:: Instructions for the task ::
Go line by line through the data below and count those that hold "Джерело". Return only the number.

/---

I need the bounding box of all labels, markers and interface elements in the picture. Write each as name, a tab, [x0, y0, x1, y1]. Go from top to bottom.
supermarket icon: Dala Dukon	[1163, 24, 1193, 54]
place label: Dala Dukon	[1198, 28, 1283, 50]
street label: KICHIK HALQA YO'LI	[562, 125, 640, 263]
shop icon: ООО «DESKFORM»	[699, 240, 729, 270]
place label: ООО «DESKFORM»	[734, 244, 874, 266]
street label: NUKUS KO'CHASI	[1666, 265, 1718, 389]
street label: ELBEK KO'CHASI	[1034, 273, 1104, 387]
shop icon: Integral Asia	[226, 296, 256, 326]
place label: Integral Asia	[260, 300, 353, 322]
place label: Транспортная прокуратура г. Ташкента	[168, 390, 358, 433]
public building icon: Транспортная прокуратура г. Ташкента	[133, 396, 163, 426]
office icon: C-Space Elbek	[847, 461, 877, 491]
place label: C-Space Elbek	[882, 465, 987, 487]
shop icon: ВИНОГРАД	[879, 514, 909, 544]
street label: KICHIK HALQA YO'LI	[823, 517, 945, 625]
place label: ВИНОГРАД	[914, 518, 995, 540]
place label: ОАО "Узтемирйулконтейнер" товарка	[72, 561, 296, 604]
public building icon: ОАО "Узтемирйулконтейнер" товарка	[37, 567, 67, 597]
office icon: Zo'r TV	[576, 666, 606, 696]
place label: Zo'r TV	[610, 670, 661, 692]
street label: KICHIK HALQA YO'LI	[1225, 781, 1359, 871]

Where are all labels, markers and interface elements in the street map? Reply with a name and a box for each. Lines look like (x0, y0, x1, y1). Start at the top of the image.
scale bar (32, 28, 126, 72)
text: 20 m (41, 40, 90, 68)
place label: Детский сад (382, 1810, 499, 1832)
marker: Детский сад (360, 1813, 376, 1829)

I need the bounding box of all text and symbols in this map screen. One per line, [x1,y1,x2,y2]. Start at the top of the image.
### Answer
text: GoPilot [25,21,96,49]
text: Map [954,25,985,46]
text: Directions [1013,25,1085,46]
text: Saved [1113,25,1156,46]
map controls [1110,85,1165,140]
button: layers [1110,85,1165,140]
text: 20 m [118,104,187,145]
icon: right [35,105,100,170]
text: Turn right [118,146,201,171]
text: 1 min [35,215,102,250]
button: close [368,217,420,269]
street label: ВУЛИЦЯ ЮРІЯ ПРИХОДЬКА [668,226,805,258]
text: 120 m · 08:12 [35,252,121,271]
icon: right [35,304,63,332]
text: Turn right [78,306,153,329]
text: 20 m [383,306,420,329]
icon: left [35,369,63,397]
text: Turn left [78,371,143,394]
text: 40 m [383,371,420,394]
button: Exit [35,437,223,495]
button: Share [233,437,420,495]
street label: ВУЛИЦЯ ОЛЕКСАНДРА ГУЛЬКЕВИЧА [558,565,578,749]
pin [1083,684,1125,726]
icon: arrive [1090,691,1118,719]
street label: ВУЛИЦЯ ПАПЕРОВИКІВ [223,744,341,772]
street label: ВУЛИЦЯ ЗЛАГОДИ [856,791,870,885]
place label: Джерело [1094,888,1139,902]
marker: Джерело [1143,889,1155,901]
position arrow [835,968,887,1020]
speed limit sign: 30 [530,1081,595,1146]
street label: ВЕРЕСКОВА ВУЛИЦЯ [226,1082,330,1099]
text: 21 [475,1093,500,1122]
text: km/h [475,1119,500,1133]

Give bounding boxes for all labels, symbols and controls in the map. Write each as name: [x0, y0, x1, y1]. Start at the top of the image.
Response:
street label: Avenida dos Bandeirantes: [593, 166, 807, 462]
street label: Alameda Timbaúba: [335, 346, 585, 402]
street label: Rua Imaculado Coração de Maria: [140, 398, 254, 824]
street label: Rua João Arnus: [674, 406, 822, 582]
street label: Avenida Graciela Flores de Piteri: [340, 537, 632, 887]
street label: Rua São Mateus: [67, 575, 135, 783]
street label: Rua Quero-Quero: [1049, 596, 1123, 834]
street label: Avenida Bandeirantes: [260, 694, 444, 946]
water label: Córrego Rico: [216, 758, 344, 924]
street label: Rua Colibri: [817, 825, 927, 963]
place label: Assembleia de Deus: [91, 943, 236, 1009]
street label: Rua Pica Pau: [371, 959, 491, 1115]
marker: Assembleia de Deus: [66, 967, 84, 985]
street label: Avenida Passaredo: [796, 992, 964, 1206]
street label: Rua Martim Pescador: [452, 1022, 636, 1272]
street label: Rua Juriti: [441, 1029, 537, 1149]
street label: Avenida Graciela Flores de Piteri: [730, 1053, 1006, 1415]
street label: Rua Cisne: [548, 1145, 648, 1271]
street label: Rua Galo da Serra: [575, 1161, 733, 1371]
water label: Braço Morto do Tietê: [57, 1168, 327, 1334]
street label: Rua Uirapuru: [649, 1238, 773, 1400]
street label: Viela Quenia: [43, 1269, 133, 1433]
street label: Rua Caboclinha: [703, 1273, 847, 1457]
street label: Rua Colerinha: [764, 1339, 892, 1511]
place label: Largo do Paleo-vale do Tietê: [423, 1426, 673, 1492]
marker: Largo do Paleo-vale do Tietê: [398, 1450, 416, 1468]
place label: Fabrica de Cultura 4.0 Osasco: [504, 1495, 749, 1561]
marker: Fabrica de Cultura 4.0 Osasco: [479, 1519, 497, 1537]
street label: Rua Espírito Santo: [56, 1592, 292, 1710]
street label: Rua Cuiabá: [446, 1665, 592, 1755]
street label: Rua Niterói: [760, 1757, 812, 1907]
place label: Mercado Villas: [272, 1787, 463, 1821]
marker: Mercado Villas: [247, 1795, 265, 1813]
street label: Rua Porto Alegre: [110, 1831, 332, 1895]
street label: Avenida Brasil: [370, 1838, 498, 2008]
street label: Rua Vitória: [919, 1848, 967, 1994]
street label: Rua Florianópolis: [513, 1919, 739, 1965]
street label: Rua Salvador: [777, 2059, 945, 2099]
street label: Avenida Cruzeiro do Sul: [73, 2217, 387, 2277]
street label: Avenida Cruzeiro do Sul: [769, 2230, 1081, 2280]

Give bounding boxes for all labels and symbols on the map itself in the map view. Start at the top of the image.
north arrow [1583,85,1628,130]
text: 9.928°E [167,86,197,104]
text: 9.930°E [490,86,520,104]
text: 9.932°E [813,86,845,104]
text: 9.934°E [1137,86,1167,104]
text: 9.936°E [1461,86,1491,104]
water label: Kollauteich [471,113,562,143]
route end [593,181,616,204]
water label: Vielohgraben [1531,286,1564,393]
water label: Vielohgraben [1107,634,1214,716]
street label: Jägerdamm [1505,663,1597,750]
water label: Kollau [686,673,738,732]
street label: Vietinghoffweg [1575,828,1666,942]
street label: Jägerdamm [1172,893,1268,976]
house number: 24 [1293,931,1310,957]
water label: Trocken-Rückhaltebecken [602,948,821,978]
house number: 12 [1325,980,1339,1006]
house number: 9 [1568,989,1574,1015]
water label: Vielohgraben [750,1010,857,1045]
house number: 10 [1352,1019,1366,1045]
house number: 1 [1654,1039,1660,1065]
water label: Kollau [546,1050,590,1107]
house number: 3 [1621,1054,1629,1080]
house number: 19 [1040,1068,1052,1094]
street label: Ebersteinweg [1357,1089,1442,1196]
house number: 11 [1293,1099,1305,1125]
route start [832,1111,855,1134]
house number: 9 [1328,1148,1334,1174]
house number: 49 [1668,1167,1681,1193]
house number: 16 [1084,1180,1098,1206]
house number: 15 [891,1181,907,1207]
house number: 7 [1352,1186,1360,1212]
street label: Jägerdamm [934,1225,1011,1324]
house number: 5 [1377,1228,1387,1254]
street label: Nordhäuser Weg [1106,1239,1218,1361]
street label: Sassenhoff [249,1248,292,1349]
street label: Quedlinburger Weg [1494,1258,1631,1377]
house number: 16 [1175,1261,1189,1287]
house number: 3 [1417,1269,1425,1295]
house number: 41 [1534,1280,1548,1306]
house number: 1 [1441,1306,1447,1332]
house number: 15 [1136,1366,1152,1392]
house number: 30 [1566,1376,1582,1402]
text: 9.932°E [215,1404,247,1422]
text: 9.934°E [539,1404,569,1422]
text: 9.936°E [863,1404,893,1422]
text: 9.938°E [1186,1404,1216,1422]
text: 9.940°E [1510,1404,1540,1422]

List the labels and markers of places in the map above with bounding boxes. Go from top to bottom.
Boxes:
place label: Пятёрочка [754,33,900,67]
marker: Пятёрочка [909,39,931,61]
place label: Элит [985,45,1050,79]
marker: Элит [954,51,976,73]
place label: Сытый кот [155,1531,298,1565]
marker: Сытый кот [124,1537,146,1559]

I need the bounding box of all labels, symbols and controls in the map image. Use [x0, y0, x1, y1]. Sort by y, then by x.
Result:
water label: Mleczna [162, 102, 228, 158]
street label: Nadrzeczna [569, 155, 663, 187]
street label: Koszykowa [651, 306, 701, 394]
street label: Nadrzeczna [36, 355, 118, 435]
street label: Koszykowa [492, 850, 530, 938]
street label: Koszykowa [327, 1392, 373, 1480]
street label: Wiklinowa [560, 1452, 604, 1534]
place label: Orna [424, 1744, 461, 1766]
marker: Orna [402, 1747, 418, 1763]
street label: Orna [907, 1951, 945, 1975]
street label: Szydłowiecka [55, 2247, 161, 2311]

\---

:: Solution to this exercise ::
2